This
film captured my interest from its first trailer; I liked the look of the
action and the amusing dynamic between super-spy Colin Firth and his chav protégé
as Firth showed him all sorts of awesomely fun spy gadgets. The second major trailer I saw, in which
super-spy Colin Firth lays waste to a bunch of lowlifes in a pub using nothing
but a high-tech umbrella, clinched it. I
had to see this movie.
In Kingsman, tenacious hoodlum Eggsy is
given the chance to vie for a place in an elite intelligence organization,
old-school James Bond style with cool gizmos, slick fighting skills, and
gentlemen’s manners. He’s brought in by
Firth’s Harry (code-named Galahad) as a potential replacement for a fallen
agent.

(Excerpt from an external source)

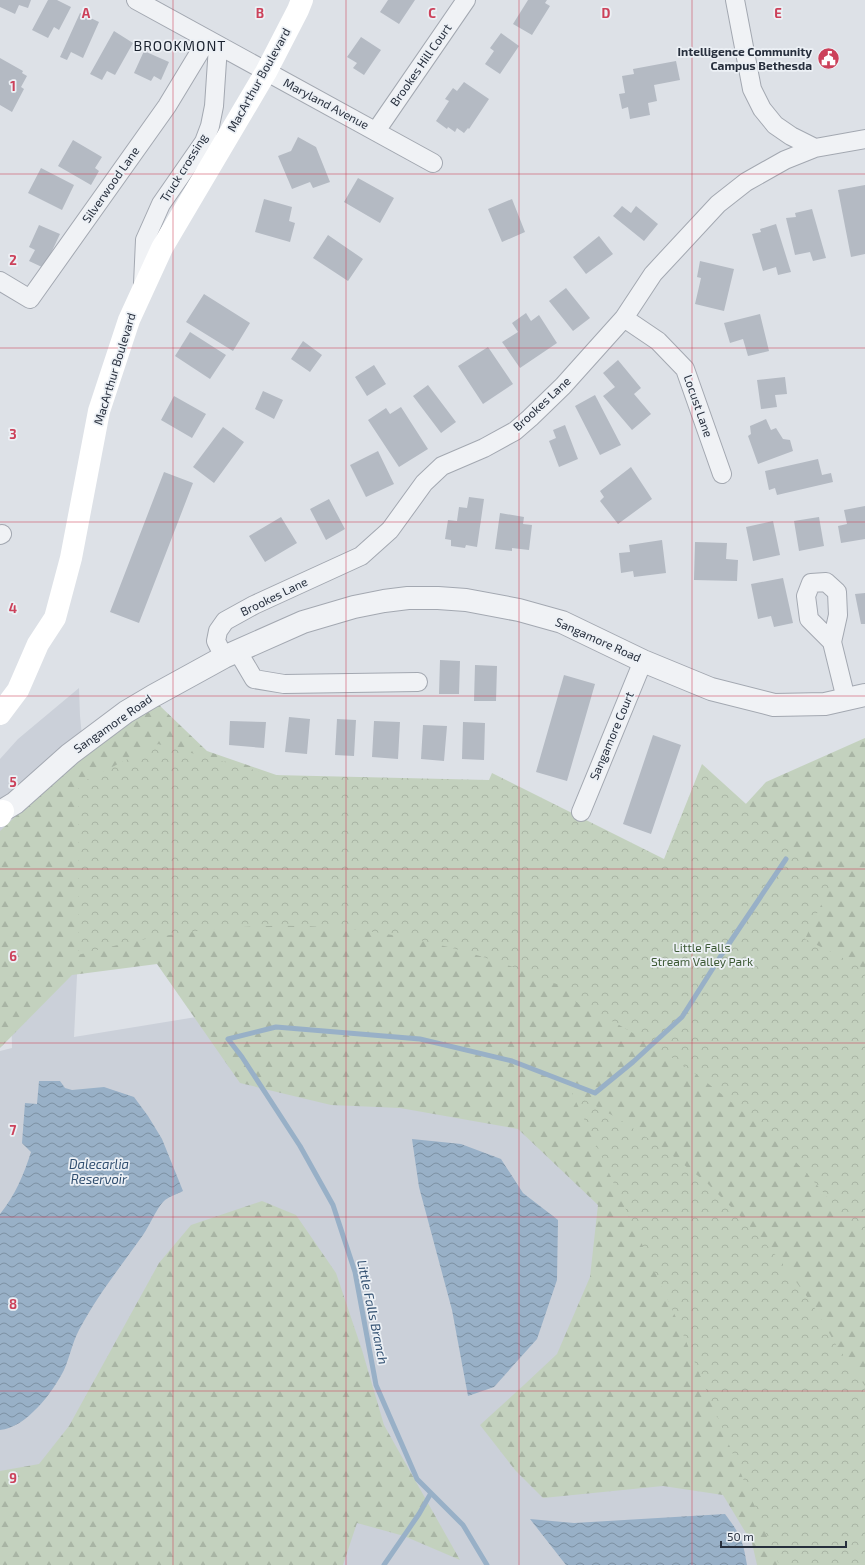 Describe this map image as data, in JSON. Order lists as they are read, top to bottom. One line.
{"streets":{"main road":["MacArthur Boulevard"],"street":["Brookes Hill Court","Maryland Avenue","Truck crossing","Silverwood Lane","Brookes Lane","Locust Lane","Sangamore Road","Sangamore Court"]},"crossings":[["Brookes Hill Court","Maryland Avenue"],["MacArthur Boulevard","Maryland Avenue"],["MacArthur Boulevard","Truck crossing"],["Maryland Avenue","Truck crossing"],["Maryland Avenue","Silverwood Lane"],["Truck crossing","Silverwood Lane"],["Brookes Lane","Locust Lane"],["Brookes Lane","Sangamore Road"],["Sangamore Road","Sangamore Court"]],"districts":["BROOKMONT"],"water":["Dalecarlia Reservoir","Little Falls Branch"],"parks":["Little Falls Stream Valley Park"],"places":{"public building":["Intelligence Community Campus Bethesda"]},"scale_bar":"50 m","grid":{"columns":["A","B","C","D","E"],"rows":["1","2","3","4","5","6","7","8","9"]}}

All the current agents, as well
as the other candidates for the open slot, are well-bred old-money types, so
Eggsy sticks out like a Cockney sore thumb as he tries to prove himself just as
worthy as his fellow competitors. It’s a
little bit underdog, a little bit Bond, a little bit stick-it-to-the-man class
warring, and a whole lotta fun.
This is
such a great, ridiculous movie.
Everything is cranked up to eleven – the insane spy-in-training
assignments, the outrageous innuendos, the balls-out insane fight sequences, and the unflappable savoir-faire. We’re talking weaponized signet rings,
extinction-level diabolical master plans, and lethal prosthetics. It also dusts the entire proceedings with a
thick layer of tongue-in-cheek wryness.
This is the sort of film where the criminal mastermind serves the
undercover super-spy McDonald’s on a (literal) silver platter and part of Eggsy’s
spy training includes raising a pug. Someone more well-verse in the genre could, I’m
sure, point to numerous stylistic homages to its predecessors. While I’m nowhere near the spy buff to catch
the references, I can tell they’re there – some serious genre play going on
here.
If I’d
known going in that Kingsman’s source
material, a comic book, is by the same guy who wrote Wanted, I wouldn’t have been so surprised by the violence. With Matthew Vaughn (of X-Men: First Class) at the
helm instead of Timur Bekmambetov, the overall film is sleeker and less gritty,
but both films have copious amounts of highly-stylized fighting, and when I
said insane earlier, I meant it. The
choreography and direction of the fight scenes are jaw-dropping, for both their
brilliant execution and their ludicrous audaciousness. If they weren’t so comic-book over-the-top, I
don’t know if I’d have been able to handle it, and even so, it just gets nuts.
Colin
Firth is just the man in this movie. He’s
so amazing that they put the entire pub fight in the trailer and it’s just a
glimpse of his coolness here. He’s funny,
dapper, sly, capable as all-get-out, and downright deadly. I’m not familiar with Taron Egerton, who
plays Eggsy, but he delivers a strong, likable lead performance, and the
supporting cast is ably stocked with Michael Caine, Mark Strong (Mr. Knightley
sighting!,) and Samuel L. Jackson, with a brief Jack Davenport appearance as a
bonus.
Warnings
Heaps
of the old ultraviolence, sexual content, language, general lawlessness,
drinking/smoking, and megalomaniac morality.